> _Your instructions_
Tally up the lines below that include the word "canvas". Answer with the number alone.

> _Information given_

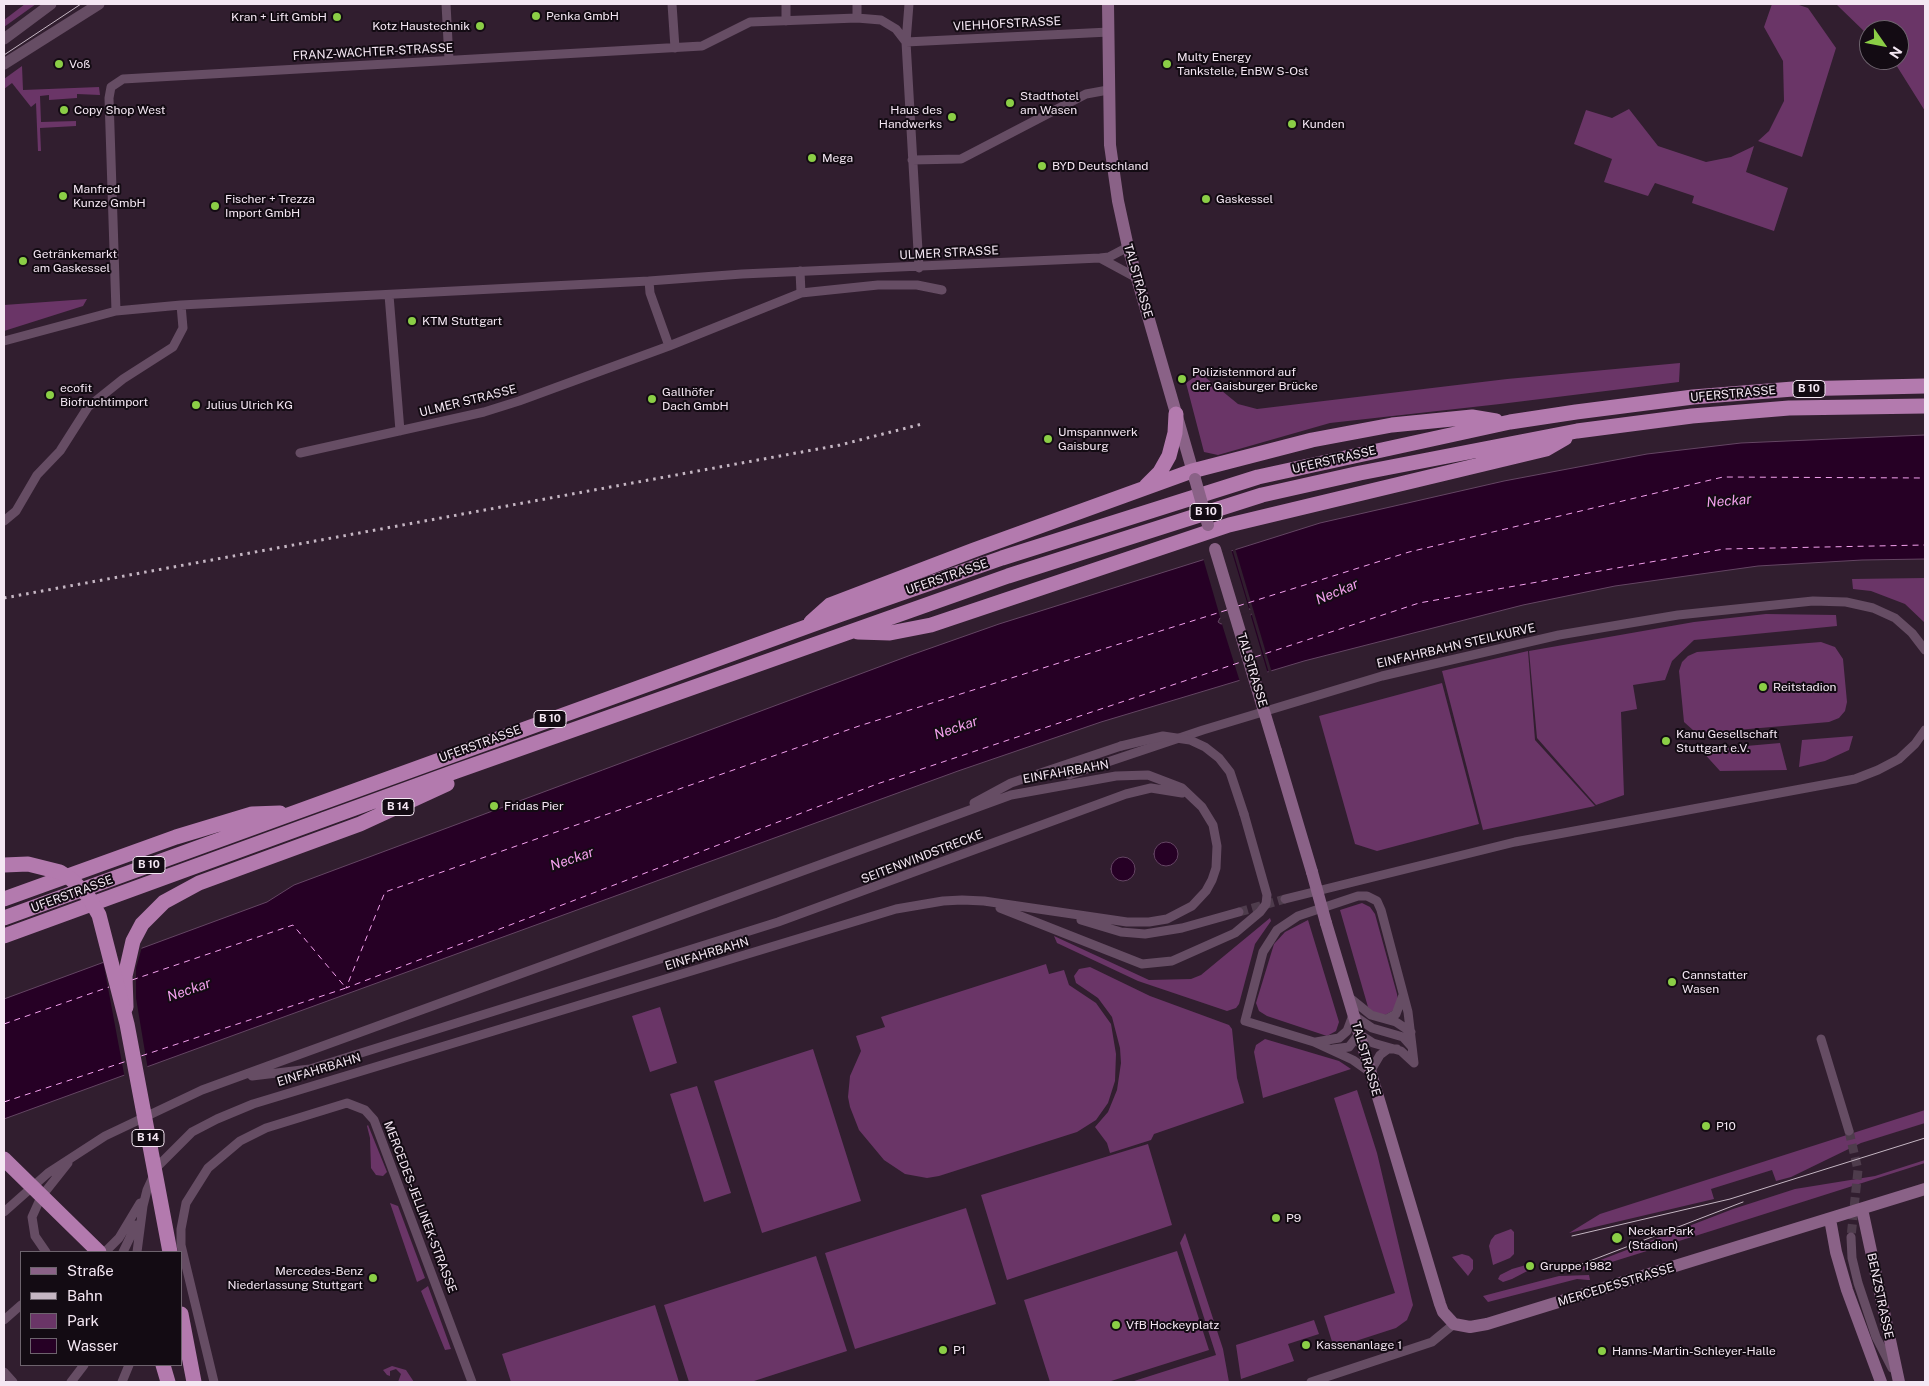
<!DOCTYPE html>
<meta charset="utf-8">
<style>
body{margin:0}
#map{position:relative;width:1929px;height:1386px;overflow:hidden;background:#311e2f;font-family:"Public Sans",sans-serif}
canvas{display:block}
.frame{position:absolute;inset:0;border:5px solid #f4e7f3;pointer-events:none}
.legend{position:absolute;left:20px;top:1251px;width:162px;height:115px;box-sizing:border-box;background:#130b13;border:1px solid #6d636d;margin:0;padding:6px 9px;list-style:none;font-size:15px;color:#f4e7f3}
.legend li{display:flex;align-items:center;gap:10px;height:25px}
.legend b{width:25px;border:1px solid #6d636d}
.north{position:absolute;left:1859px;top:20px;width:50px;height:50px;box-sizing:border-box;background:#130b13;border:1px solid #6d636d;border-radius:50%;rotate:123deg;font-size:14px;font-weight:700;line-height:20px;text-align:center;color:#f4e7f3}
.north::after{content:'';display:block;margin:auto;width:18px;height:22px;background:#8bce46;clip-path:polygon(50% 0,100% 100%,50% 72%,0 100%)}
</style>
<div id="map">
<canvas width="1929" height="1386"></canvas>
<div class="frame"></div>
<ul class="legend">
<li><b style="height:6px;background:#8a6287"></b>Straße</li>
<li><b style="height:6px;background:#c5b6c3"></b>Bahn</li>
<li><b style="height:14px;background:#6a3567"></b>Park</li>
<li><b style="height:14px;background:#260025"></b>Wasser</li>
</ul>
<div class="north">N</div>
</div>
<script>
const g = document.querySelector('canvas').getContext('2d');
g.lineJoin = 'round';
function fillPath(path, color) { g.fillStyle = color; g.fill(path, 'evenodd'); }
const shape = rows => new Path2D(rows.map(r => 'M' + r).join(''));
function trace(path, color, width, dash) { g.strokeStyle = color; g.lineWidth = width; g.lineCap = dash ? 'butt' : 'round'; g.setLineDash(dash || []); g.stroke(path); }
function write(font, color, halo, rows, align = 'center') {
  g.font = font + ' "Public Sans",sans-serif'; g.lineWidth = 4; g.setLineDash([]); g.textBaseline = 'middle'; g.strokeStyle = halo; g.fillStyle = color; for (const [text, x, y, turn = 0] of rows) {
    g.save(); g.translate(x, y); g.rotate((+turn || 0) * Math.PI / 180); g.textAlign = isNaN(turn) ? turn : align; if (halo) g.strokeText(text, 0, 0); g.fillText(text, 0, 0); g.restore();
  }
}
fillPath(shape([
 [25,4,36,4,4,27,4,20],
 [1772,4,1796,4,1808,8,1836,48,1802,157,1758,141,1769,131,1784,101,1783,61,1764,27],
 [1836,4,1925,4,1925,111,1893,60,1899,60,1899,30,1869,30,1869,36],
 [22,66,23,90,99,87,100,95,77,94,77,98,49,100,49,95,40,96,41,122,76,121,76,126,40,128,41,151,38,151,36,103,31,107,12,83,4,89,4,79],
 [1629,109,1658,146,1706,162,1731,157,1754,146,1746,172,1788,188,1774,231,1692,203,1694,196,1655,183,1648,196,1604,182,1612,159,1574,144,1586,110,1612,118],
 [87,299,83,306,4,331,4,305],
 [1680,363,1679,382,1500,404,1330,423,1218,455,1204,452,1186,383,1200,373,1238,404,1257,409,1507,379],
 [1925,578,1925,623,1905,604,1871,591,1853,589,1852,579],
 [1766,614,1836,615,1837,626,1694,640,1672,661,1665,680,1633,685,1637,709,1621,712,1624,795,1596,805,1537,738,1529,651,1694,622],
 [1821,642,1835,647,1843,659,1847,702,1845,711,1839,718,1829,722,1703,733,1694,731,1684,722,1679,671,1682,662,1688,656,1697,652],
 [1528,651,1535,740,1595,806,1483,830,1442,671],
 [1442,683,1479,824,1377,851,1355,844,1319,716],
 [1853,736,1849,750,1825,761,1799,767,1802,740],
 [1780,743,1787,770,1720,771,1701,750],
 [1362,903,1370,907,1375,914,1397,994,1398,1000,1394,1010,1385,1015,1373,1012,1368,1007,1340,910],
 [1270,918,1271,921,1255,944,1239,1004,1236,1008,1227,1011,1138,981,1057,943,1054,936,1149,980,1191,979,1201,975],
 [1308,920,1339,1022,1336,1031,1327,1036,1267,1016,1259,1011,1256,1003,1274,944,1285,932],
 [1046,964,1049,974,1064,970,1069,985,1096,1003,1111,1024,1116,1054,1115,1081,1108,1103,1096,1120,1077,1132,939,1176,927,1178,905,1174,884,1160,859,1130,850,1107,848,1097,850,1076,861,1051,856,1036,885,1027,881,1017],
 [1090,967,1150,996,1229,1025,1232,1029,1237,1078,1244,1103,1154,1134,1151,1140,1110,1153,1107,1143,1095,1127,1108,1112,1117,1090,1121,1063,1120,1048,1112,1017,1098,998,1076,983,1074,976,1079,969],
 [660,1007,677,1063,650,1072,632,1016],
 [1265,1039,1339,1061,1351,1069,1263,1098,1254,1052,1256,1045],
 [813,1049,861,1201,762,1233,714,1081],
 [697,1086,731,1193,704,1202,670,1094],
 [1357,1090,1377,1153,1413,1305,1407,1320,1396,1328,1334,1348,1324,1316,1395,1293,1334,1098],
 [1925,1110,1925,1123,1861,1143,1791,1177,1776,1181,1772,1170,1711,1189,1714,1199,1569,1233,1600,1214],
 [368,1125,387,1172,383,1176,376,1175,371,1168,370,1138,367,1126],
 [1148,1144,1172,1225,1007,1280,981,1195],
 [1925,1160,1925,1163,1711,1231,1586,1270,1572,1271,1733,1209,1795,1189,1875,1176],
 [390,1203,398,1206,425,1278,417,1282],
 [966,1208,996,1304,855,1349,825,1253],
 [1511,1229,1514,1232,1514,1254,1510,1258,1493,1265,1489,1246,1491,1240,1495,1235],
 [1185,1233,1223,1349,1229,1382,1131,1382,1216,1355,1180,1243],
 [1177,1251,1209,1350,1108,1382,1050,1382,1024,1300],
 [1462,1254,1469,1256,1473,1260,1473,1269,1468,1276,1452,1257],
 [816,1256,847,1351,751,1382,689,1382,664,1305],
 [1533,1263,1535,1267,1512,1279,1503,1282,1498,1279,1500,1275,1512,1269],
 [1589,1275,1590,1280,1588,1280,1577,1279,1488,1302,1483,1296,1559,1276],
 [428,1286,451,1349,445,1350,421,1291],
 [655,1305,679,1382,511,1382,502,1354],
 [1314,1320,1319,1334,1288,1344,1294,1361,1241,1379,1236,1345],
 [392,1366,406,1370,414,1382,398,1382,401,1374,396,1369,390,1371,390,1376,387,1375,383,1370]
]), '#6a3567');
const water = shape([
 [1925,435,1925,559,1862,560,1758,566,1615,586,1523,605,1304,661,1101,722,958,771,4,1119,4,999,267,902,294,885,911,655,999,624,1320,523,1504,481,1647,454,1741,443,1925,435],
 [1250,609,1253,612,1251,615,1221,624,1218,622,1220,618,1250,609],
 '1154 854a12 12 0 1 1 24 0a12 12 0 1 1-24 0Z',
 '1111 869a12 12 0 1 1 24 0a12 12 0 1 1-24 0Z'
]);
fillPath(water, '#260025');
trace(water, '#644563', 1);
fillPath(shape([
 [1232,548,1235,548,1272,673,1269,673],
 [1231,549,1250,612,1221,620,1203,558],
 [1250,613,1268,674,1240,682,1221,621],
 [142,947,136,968,136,998,148,1070,125,1079,103,961]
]), '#311e2f');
trace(shape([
 [1238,606,1409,552,1723,477,1925,478],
 [1227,610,859,726,385,892,346,988,877,784,1244,661],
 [1255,657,1419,603,1724,549,1925,545],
 [132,980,293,925,346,988,141,1056],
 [4,1024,109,987],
 [4,1102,127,1061]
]), '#f3a0ed', 1, [6, 5]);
trace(shape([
 [1239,912,1285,899],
 [1849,1131,1858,1170,1851,1237]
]), '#4e3c4c', 9, [9, 4.5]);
trace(shape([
 [446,4,449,60],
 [672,4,675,48],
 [786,4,786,21],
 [857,4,857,18],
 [909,4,906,42,919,268],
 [906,42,1109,32],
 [912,160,961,159,1086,94,1108,90],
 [1100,258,1137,278],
 [800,271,801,293],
 [649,281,650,293,669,346],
 [389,295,400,431],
 [116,311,109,98,111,87,123,79,702,46,750,22,857,18,881,20,896,29,906,42],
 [4,341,116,311,181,305,649,281,742,274,1100,258,1109,257,1128,247],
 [300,453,484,412,519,401,669,346,801,293,878,285,917,285,942,290],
 [4,521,16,511,37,475,60,451,88,407,123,379,173,347,183,328,181,305],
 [1069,775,1203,730,1382,676,1559,635,1678,615,1813,601,1846,602,1873,608,1895,618,1912,633,1925,650],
 [974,803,1011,783,1121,746],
 [1285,899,1515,842,1855,779,1878,770,1899,759,1915,744,1925,730],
 [1000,908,1142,964,1172,961,1235,933,1260,912,1266,904,1267,895,1244,814],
 [1081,920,1121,932,1145,934,1182,928,1239,912],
 [1350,998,1371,1015,1396,1022,1411,1032],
 [1387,1019,1396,1014,1403,995],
 [1821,1039,1849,1131],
 [1316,1042,1339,1038,1347,1031,1353,1015,1372,1028,1403,1037,1412,1047],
 [1333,1049,1349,1047,1359,1034,1373,1043,1401,1051,1414,1063],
 [1397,1049,1388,1049,1380,1055,1370,1072,1353,1060,1314,1042,1245,1021,1263,952,1277,930,1298,916,1358,896,1367,896,1377,901,1381,910,1408,1012,1414,1063],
 [252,1076,310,1069,778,922,1126,794,1151,788,1182,793],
 [4,1212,48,1173,105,1136,202,1090,1011,795,1116,776,1148,775,1182,788,1202,807,1213,825,1217,846,1216,868,1212,880,1206,891,1192,906,1167,919,1149,922,1127,922,984,901,962,900,943,901,896,909,253,1104,217,1119,192,1132,158,1166,147,1190,143,1206,137,1252],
 [1851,1237,1852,1258,1858,1283,1876,1337,1892,1368],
 [46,1252,35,1236,32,1217,41,1197,68,1163],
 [105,1252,119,1238,140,1203],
 [123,1252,136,1225],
 [4,1320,21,1305],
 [4,1372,13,1382],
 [71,1382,84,1365],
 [122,1382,129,1365],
 [214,1382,181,1245,181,1229,186,1203,208,1168,240,1141,266,1128,347,1103,365,1110,374,1120,472,1382],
 [1311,1382,1432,1342,1454,1324]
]), '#664d64', 9);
trace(shape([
 [4,39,51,4],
 [4,64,99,4]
]), '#664d64', 11);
trace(shape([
 [1108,4,1110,145,1118,201,1128,247,1195,479],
 [1276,751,1312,872],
 [1326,923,1440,1304,1443,1312,1454,1324,1470,1327,1487,1324,1925,1189],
 [1862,1209,1899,1382],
 [1830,1219,1836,1252,1847,1290,1881,1382]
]), '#8a6287', 12);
trace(shape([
 [1146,486,1160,472,1169,456,1175,433,1176,414],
 [811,622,830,605,974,550,1192,471,1312,440,1392,425,1472,417,1496,421],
 [858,632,890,633,931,625,1229,525,1546,449,1565,438],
 [4,899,176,837,252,814,280,813],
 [4,918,839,615,1002,558,1258,477,1510,422,1576,412,1693,397,1793,389,1925,386],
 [4,936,454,772,1008,576,1262,495,1360,473,1577,431,1692,416,1789,408,1925,406],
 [126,1007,125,976,133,941,142,924,164,902,199,883,360,824,447,784],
 [181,1314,194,1382],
 [163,1365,168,1382]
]), '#b37aae', 15);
trace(shape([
 [4,55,81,4],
 [1572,1236,1730,1199,1925,1138],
 [1582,1264,1743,1202]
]), '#c5b6c3', 1);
trace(shape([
 [4,598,840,445,922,424]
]), '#c5b6c3', 3, [2.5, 5]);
trace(shape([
 [1121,746,1163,736,1190,740,1205,747,1219,758,1230,772,1244,814]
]), '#664d64', 9);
trace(shape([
 [1195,479,1208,525],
 [1215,549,1276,751],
 [1312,872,1326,923]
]), '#8a6287', 12);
trace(shape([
 [4,865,28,864,60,872,71,879,88,896,99,915,127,1024,170,1252],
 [4,1159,99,1252]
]), '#b37aae', 15);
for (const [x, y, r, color] of [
 [536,16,5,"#8bce46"],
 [337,17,5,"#8bce46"],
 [480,26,5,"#8bce46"],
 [59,64,5,"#8bce46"],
 [1167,64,5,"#8bce46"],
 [1010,103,5,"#8bce46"],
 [64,110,5,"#8bce46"],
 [952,117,5,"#8bce46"],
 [1292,124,5,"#8bce46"],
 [812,158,5,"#8bce46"],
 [1042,166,5,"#8bce46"],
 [63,196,5,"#8bce46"],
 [1206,199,5,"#8bce46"],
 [215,206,5,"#8bce46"],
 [23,261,5,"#8bce46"],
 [412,321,5,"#8bce46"],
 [1182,379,5,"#8bce46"],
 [50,395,5,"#8bce46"],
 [652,399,5,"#8bce46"],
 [196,405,5,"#8bce46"],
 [1048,439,5,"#8bce46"],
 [1763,687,5,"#8bce46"],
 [1666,741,5,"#8bce46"],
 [494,806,5,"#8bce46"],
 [1672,982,5,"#8bce46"],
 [1706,1126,5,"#8bce46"],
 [1276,1218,5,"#8bce46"],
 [1617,1238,6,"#8bce46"],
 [1530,1266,5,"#8bce46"],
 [373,1278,5,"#8bce46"],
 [1116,1325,5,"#8bce46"],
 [1306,1345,5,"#8bce46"],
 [943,1350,5,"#8bce46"],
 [1602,1351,5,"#8bce46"]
]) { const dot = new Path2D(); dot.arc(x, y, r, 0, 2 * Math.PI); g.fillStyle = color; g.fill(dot); trace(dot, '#130b13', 2); }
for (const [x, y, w] of [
 [1809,389,32],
 [1206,512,32],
 [550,719,32],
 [398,807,32],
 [149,865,32],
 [148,1138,32]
]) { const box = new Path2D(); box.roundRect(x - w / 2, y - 8.5, w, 17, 4); g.fillStyle = '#130b13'; g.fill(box); trace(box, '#f4e7f3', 1); }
write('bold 11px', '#f4e7f3', null, [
 ["B 10",1809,389],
 ["B 10",1206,512],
 ["B 10",550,719],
 ["B 14",398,807],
 ["B 10",149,865],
 ["B 14",148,1138]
]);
write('12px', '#f4e7f3', '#130b13', [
 ["Penka GmbH",546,16],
 ["Kran + Lift GmbH",327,17,"right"],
 ["Kotz Haustechnik",470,26,"right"],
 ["Multy Energy",1177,57],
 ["Tankstelle, EnBW S-Ost",1177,71],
 ["Voß",69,64],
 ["Stadthotel",1020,96],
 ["am Wasen",1020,110],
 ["Copy Shop West",74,110],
 ["Haus des",942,110,"right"],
 ["Handwerks",942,124,"right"],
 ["Kunden",1302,124],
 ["Mega",822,158],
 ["BYD Deutschland",1052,166],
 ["Manfred",73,189],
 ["Kunze GmbH",73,203],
 ["Fischer + Trezza",225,199],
 ["Import GmbH",225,213],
 ["Gaskessel",1216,199],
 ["Getränkemarkt",33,254],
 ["am Gaskessel",33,268],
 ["KTM Stuttgart",422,321],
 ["Polizistenmord auf",1192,372],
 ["der Gaisburger Brücke",1192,386],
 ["ecofit",60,388],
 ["Biofruchtimport",60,402],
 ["Gallhöfer",662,392],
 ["Dach GmbH",662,406],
 ["Julius Ulrich KG",206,405],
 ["Umspannwerk",1058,432],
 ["Gaisburg",1058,446],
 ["Reitstadion",1773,687],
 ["Kanu Gesellschaft",1676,734],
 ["Stuttgart e.V.",1676,748],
 ["Fridas Pier",504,806],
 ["Cannstatter",1682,975],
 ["Wasen",1682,989],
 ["P10",1716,1126],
 ["P9",1286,1218],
 ["NeckarPark",1628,1231],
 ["(Stadion)",1628,1245],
 ["Gruppe 1982",1540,1266],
 ["Mercedes-Benz",363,1271,"right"],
 ["Niederlassung Stuttgart",363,1285,"right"],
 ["VfB Hockeyplatz",1126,1325],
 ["Kassenanlage 1",1316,1345],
 ["P1",953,1350],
 ["Hanns-Martin-Schleyer-Halle",1612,1351]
], 'left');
write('12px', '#f4e7f3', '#130b13', [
 ["VIEHHOFSTRASSE",1007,24,-3],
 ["FRANZ-WACHTER-STRASSE",373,52,-3],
 ["ULMER STRASSE",949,253,-3],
 ["TALSTRASSE",1138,281,74],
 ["UFERSTRASSE",1733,394,-5],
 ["ULMER STRASSE",468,401,-14],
 ["UFERSTRASSE",1334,460,-13],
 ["UFERSTRASSE",947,577,-19],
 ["EINFAHRBAHN STEILKURVE",1456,646,-13],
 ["TALSTRASSE",1252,670,73],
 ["UFERSTRASSE",480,744,-20],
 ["EINFAHRBAHN",1066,772,-10],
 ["SEITENWINDSTRECKE",922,857,-21],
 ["UFERSTRASSE",72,894,-20],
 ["EINFAHRBAHN",707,954,-17],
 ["TALSTRASSE",1366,1059,74],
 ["EINFAHRBAHN",319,1070,-17],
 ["MERCEDES-JELLINEK-STRASSE",420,1207,69],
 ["MERCEDESSTRASSE",1616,1285,-17],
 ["BENZSTRASSE",1880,1296,78]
]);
write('italic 14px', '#f3a0ed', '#130b13', [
 ["Neckar",1729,501,-4],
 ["Neckar",1337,592,-23],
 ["Neckar",956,728,-19],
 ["Neckar",572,859,-19],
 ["Neckar",189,990,-19]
]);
</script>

> _Completed task_
3